LET'S TALK ABOUT SEX:
"Had sex" is different between gay men in the United States vs. United Kingdom:
The Advocate reports (this is wordy so we are pasting it directly):
According to a news release from the Kinsey Institute for Research in Sex, Gender, and Reproduction at Indiana University, the study consulted hundreds of self-identified gay men across a range of ages in the U.S. and the U.K. to ask whether they believed certain behaviors constituted having “had sex.” Findings were published in the journal AIDS Care in July.
While nearly 95% of participants believed that penile-anal intercourse constituted having “had sex,” the institute reports that significantly lower percentages believed the same about giving oral-genital stimulation, and giving and receiving manual-anal stimulation, oral-anal stimulation, and sex-toy stimulation. More gay men in the U.K. believed that the different behaviors constituted having “had sex,” although more gay men in both areas believed the behaviors constituted having “had sex” compared to heterosexual people in similar surveys.
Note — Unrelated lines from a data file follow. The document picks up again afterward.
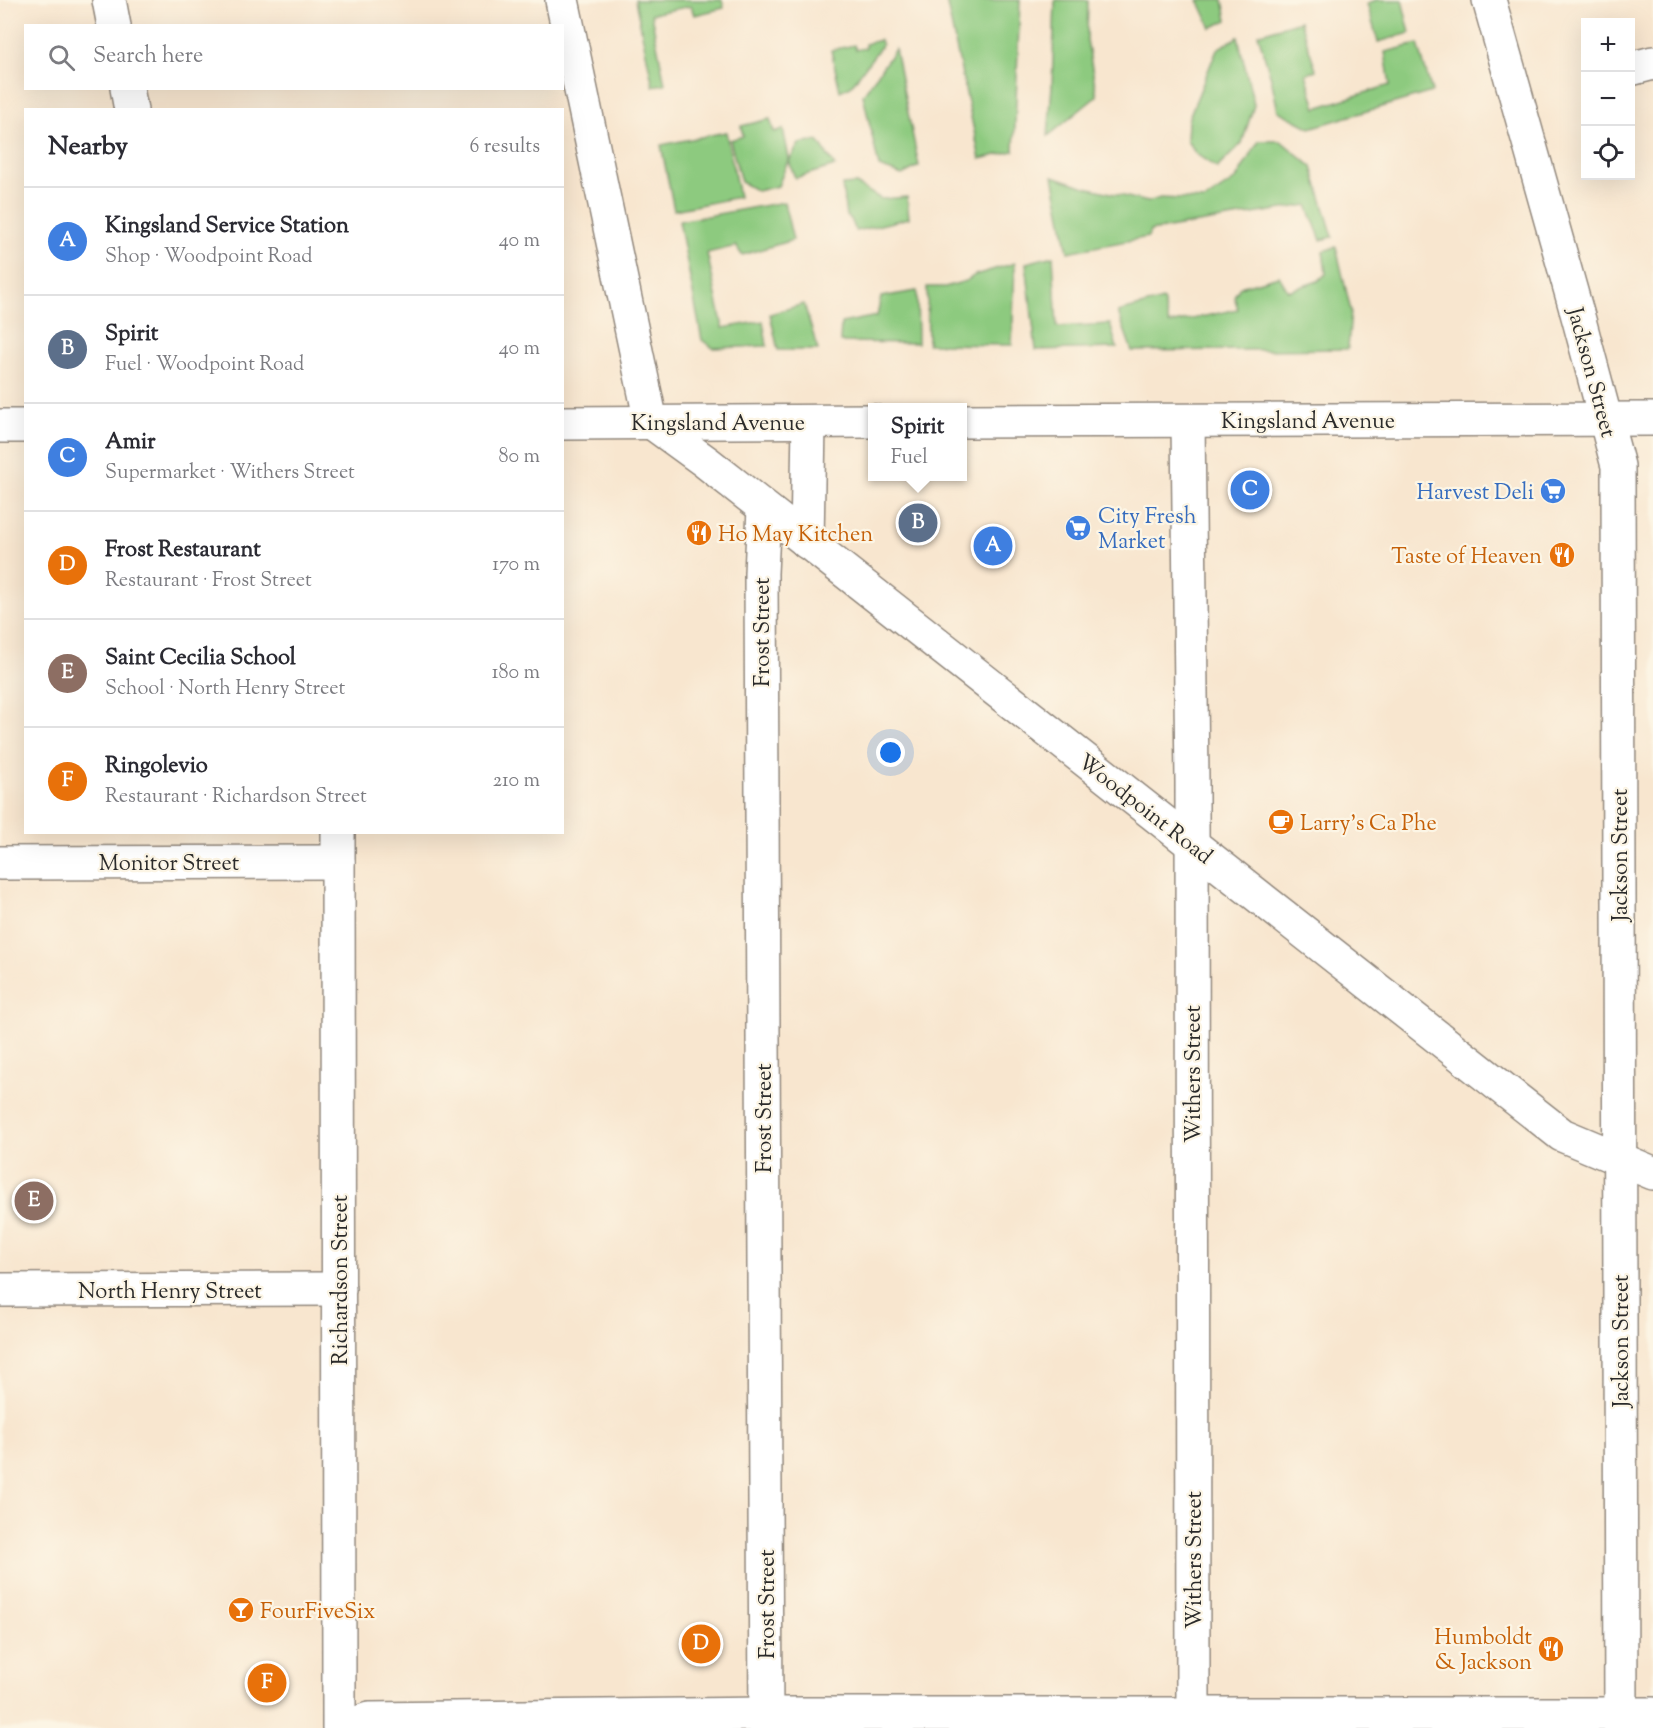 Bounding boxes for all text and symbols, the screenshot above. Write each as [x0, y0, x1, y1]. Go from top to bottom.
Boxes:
map controls [1581, 18, 1635, 180]
button: + [1581, 18, 1635, 72]
search box [24, 24, 564, 90]
icon: search [45, 41, 78, 74]
text: Search here [93, 41, 203, 73]
button: − [1581, 72, 1635, 126]
button: locate [1581, 126, 1635, 180]
text: Nearby [48, 129, 128, 166]
text: 6 results [470, 133, 540, 162]
text: Kingsland Service Station [105, 211, 349, 243]
text: A [59, 227, 76, 256]
text: 40 m [499, 227, 540, 256]
text: Shop · Woodpoint Road [105, 243, 313, 272]
street label: Jackson Street [1557, 303, 1623, 442]
text: Spirit [105, 319, 158, 351]
text: B [61, 335, 74, 364]
text: 40 m [499, 335, 540, 364]
text: Fuel · Woodpoint Road [105, 351, 304, 380]
popup [868, 403, 967, 481]
street label: Kingsland Avenue [1221, 407, 1395, 439]
street label: Kingsland Avenue [631, 409, 805, 441]
text: Spirit [891, 412, 944, 444]
text: Amir [105, 427, 155, 459]
text: C [59, 443, 76, 472]
text: 80 m [499, 443, 540, 472]
text: Fuel [891, 444, 928, 473]
text: Supermarket · Withers Street [105, 459, 355, 488]
pin: C [1230, 468, 1270, 512]
supermarket icon: Harvest Deli [1538, 476, 1568, 506]
place label: Harvest Deli [1417, 478, 1534, 510]
pin: B [898, 500, 938, 546]
place label: City Fresh Market [1098, 502, 1197, 559]
supermarket icon: City Fresh Market [1063, 513, 1093, 543]
restaurant icon: Ho May Kitchen [684, 518, 714, 548]
place label: Ho May Kitchen [718, 520, 873, 552]
pin: A [974, 524, 1012, 568]
text: Frost Restaurant [105, 535, 261, 567]
restaurant icon: Taste of Heaven [1547, 540, 1577, 570]
place label: Taste of Heaven [1391, 542, 1542, 574]
text: D [60, 551, 75, 580]
text: 170 m [492, 551, 540, 580]
text: Restaurant · Frost Street [105, 567, 312, 596]
street label: Frost Street [748, 577, 780, 687]
text: Saint Cecilia School [105, 643, 296, 675]
text: E [61, 659, 74, 688]
text: 180 m [492, 659, 540, 688]
text: School · North Henry Street [105, 675, 345, 704]
your location [876, 738, 905, 767]
street label: Woodpoint Road [1070, 747, 1218, 873]
text: Ringolevio [105, 751, 208, 783]
text: F [62, 767, 73, 796]
text: 210 m [493, 767, 540, 796]
text: Restaurant · Richardson Street [105, 783, 367, 812]
street label: Jackson Street [1606, 788, 1638, 923]
cafe icon: Larry's Ca Phe [1266, 807, 1296, 837]
place label: Larry's Ca Phe [1300, 809, 1437, 841]
street label: Monitor Street [99, 849, 240, 881]
street label: Withers Street [1179, 1004, 1211, 1143]
street label: Frost Street [750, 1063, 782, 1173]
pin: E [15, 1178, 54, 1224]
street label: Richardson Street [326, 1194, 358, 1365]
street label: Jackson Street [1607, 1274, 1639, 1409]
street label: North Henry Street [78, 1277, 262, 1309]
street label: Withers Street [1180, 1490, 1212, 1629]
street label: Frost Street [753, 1549, 785, 1659]
bar icon: FourFiveSix [226, 1595, 256, 1625]
place label: FourFiveSix [260, 1597, 375, 1629]
pin: D [682, 1622, 720, 1666]
place label: Humboldt & Jackson [1434, 1623, 1532, 1680]
restaurant icon: Humboldt & Jackson [1536, 1634, 1566, 1664]
pin: F [248, 1660, 286, 1706]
The findings hold important implications for clinical and research settings, according to the institute.
“First, because an individual's definition of ‘sex’ influences the number of reported ‘sexual partners’ and frequency of ‘sexual activity,’ it is important for researchers and clinicians to be as behaviorally specific as possible when posing questions to their participants and patients during STI and HIV/AIDS risk assessments,” reports the institute. “Second, participants and patients might construct their definitions of having ‘had sex’ or their number of ‘sexual partners’ based on the perceived stigma of being labeled ‘at risk,’ ‘sexually compulsive’ or ‘promiscuous.’ Conversely, participants and patients also may construct their definitions of ‘sex’ based on the benefit of receiving the most accurate risk assessment and treatment.”
JUST QUACKY:
A duck's penis endowment may be directly related to the male ducks that they keep company with:
A duck's penis substantially wastes away at the end of one breeding season and then regrows as the next season begins. Among lesser scaup and ruddy ducks, the regrowth varies in length or timing depending on whether males have to compete with a bunch of other guys, said Patricia Brennan of Yale University. Her new measurements offer the first evidence in vertebrates that social circumstances influence penis growth, she reported July 29 at the annual meeting of the Animal Behavior Society.
In many bird species, males don’t grow specialized organs to deliver sperm. Ducks typically do, their penises sometimes reaching considerable lengths (9.8 inches for a ruddy duck, more than half its body length). That extra length may give a male a competitive advantage in delivering sperm when females have multiple mates. Brennan’s past research has documented strong sexual conflict in ducks, with males forcing copulation and females employing strategies such as corkscrew-shaped vaginas, developed over the course of duck evolution, that apparently thwart male control of reproduction.